AMARILLO, Texas Even arid Texas towns get snow in the summer. Really.
Well, snowballs, snoballs and snow cones.
Whatever you call it, Amarillo, for instance, has almost 40 vendors which testifies to the popularity of the summer syrup-over-chipped-ice confections.
"Amarillo is a little hot spot for snowballs. You've got a lot of snowballs up there," said Bubby Wendling, chief executive officer of Southern Snow Mfg. Inc., a supplier of equipment and ingredients.
"I consider that sort of a little stronghold. I think I sell more stuff there than I do in Dallas or Houston."
In the old snow cone machines, ice cubes are crushed, yielding ice pellets. The syrup goes right to the bottom, Wendling said.
"For years, we've been trying to separate the snowball from the snow cone," he said. "What makes a snowball is shaved ice. It can be just like snow."
That's done by holding a block of ice firmly and shaving the ice. With machines, the difference is using powered blades to shave the block but the distinction is still the cubes, he said.

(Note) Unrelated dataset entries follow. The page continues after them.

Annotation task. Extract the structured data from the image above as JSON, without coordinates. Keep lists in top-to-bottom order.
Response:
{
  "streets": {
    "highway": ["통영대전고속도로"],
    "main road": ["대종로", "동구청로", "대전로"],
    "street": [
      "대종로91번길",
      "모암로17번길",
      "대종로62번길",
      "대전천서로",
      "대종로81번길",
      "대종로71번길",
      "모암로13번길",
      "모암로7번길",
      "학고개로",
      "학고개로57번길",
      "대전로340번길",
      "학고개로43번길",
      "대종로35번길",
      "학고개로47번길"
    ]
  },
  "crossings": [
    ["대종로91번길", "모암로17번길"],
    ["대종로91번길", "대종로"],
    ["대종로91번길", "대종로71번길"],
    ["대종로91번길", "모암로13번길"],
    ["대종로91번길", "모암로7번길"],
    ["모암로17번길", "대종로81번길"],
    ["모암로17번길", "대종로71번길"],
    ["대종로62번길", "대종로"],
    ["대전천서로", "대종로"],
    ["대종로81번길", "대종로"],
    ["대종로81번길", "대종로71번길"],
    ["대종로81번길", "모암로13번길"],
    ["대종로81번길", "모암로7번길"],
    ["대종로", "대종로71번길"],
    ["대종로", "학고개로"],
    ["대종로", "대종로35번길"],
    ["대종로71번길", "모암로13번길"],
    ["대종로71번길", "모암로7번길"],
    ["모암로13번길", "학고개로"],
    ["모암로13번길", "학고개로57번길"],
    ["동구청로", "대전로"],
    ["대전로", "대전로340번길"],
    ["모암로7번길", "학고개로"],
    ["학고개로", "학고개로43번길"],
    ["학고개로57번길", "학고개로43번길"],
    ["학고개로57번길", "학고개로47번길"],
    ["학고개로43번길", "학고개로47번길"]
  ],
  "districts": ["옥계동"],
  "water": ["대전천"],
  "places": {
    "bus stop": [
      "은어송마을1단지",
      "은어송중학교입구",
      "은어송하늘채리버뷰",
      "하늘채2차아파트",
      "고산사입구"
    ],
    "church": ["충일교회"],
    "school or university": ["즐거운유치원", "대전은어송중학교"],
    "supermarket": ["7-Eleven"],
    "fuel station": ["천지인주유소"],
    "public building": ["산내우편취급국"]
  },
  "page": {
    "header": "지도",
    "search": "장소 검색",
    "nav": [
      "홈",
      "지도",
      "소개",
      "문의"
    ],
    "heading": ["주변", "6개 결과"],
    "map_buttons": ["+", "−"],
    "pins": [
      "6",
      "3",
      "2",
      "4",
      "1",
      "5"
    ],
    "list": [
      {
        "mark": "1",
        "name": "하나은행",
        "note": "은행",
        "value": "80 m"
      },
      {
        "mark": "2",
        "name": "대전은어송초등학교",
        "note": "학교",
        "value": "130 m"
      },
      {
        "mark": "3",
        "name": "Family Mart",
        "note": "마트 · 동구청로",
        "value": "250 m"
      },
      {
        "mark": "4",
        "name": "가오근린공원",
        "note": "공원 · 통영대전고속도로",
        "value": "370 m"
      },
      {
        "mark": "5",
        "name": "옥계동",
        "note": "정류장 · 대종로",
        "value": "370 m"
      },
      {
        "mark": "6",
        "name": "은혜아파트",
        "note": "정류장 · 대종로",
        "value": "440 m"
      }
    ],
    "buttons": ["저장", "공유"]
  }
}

The fluffy ice "captures the syrup" at the top, he said.
The investment in the business from Southern Snow can vary, from a $2,200 package for equipment and supplies, but no site, to $13,000 trailer ready to go, he said.
Bruce Dodson, whose stand offers a New Orleans-type snow ball, said he got into the business for about $5,000, including $1,900 for the machine, he said.
He also said he thickens the syrup, adding real cream and an additional 10 pounds of sugar to the recipe.
"The trick is the temperature you shave it at," Dodson said. "Sharp blades make all the difference in the world."
His machine uses block ice at about 10 to 15 degrees, the temperature Wendling said is optimal for fluffy ice.
Bobby Tunnel, who runs Sugar Shack stands, said he uses the Southern Snow machines and the Southern Snow syrup products. He likes the shaved ice and a fluffy product.
"I like the ice to shave off more snowy, but I want the snow that packs," he said.
None of the snowball business owners would say how profitable their businesses are. Wendling said he has heard ranges of $150 to $800 per day.
"There's not nearly as much money made in the snowball business as people think," Dodson said.